## Your assignment
Which lines in the data contain the word "strokeStyle"? Please copy each of them.

(Exercise material begins)

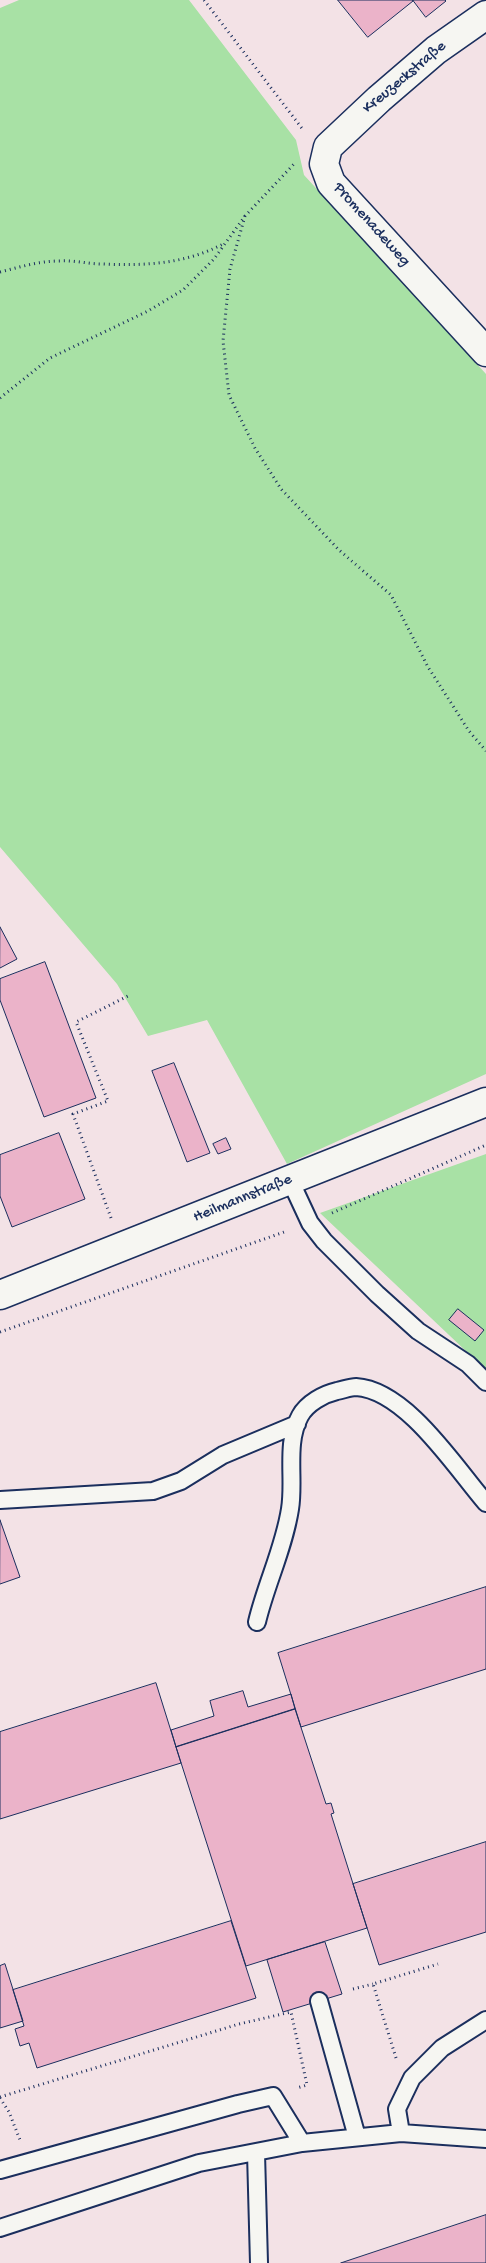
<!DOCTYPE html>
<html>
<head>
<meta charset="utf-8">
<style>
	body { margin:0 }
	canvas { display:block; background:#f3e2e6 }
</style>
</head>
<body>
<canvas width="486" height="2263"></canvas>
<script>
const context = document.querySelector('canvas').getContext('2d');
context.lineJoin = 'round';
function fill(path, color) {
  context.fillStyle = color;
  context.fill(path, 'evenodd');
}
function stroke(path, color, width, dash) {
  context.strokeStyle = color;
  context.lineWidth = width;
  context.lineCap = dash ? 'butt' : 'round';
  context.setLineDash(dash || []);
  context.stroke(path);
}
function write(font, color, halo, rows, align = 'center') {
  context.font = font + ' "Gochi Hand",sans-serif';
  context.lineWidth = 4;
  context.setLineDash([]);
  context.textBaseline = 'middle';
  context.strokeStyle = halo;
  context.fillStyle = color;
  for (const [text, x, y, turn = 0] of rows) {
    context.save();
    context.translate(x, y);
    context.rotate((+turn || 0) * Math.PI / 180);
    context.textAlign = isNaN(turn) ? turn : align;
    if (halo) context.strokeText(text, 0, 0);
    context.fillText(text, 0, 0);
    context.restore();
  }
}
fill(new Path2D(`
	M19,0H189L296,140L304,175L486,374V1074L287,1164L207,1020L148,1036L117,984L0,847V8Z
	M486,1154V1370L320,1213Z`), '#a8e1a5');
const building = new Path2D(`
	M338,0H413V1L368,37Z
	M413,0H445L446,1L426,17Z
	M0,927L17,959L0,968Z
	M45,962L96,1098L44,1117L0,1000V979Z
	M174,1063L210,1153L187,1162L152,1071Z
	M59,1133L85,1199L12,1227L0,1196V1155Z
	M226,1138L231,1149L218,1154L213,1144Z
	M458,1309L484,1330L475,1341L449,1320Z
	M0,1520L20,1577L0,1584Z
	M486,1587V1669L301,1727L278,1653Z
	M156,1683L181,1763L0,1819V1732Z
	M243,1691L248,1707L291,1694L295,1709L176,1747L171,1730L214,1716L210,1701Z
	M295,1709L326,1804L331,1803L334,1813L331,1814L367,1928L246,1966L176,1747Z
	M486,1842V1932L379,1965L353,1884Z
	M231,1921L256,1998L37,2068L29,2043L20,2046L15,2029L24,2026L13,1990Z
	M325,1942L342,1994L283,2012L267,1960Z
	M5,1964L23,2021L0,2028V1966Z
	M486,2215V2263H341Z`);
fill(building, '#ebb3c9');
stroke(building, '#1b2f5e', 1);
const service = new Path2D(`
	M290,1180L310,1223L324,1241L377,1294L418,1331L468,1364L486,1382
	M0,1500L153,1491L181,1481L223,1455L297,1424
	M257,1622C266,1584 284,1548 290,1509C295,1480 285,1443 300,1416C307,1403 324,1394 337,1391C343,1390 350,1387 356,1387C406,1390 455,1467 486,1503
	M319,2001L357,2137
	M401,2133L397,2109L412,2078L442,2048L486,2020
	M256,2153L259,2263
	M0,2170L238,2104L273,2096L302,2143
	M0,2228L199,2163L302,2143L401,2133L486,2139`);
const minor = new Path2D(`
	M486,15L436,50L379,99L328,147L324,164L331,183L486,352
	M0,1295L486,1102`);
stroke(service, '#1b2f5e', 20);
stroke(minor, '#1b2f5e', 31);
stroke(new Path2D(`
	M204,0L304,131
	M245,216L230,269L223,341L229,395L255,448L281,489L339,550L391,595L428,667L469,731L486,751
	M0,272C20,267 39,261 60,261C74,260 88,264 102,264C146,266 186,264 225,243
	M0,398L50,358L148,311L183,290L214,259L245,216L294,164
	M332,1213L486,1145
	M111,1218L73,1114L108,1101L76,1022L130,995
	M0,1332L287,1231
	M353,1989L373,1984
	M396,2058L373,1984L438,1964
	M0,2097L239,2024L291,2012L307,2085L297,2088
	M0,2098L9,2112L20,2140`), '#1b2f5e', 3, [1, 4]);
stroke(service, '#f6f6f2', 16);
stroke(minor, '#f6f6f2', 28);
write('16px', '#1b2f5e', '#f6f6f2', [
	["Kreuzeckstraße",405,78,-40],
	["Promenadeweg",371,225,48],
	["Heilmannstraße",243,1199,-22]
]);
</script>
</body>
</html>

(Exercise material ends)

## Reply to the task
  context.strokeStyle = color;
  context.strokeStyle = halo;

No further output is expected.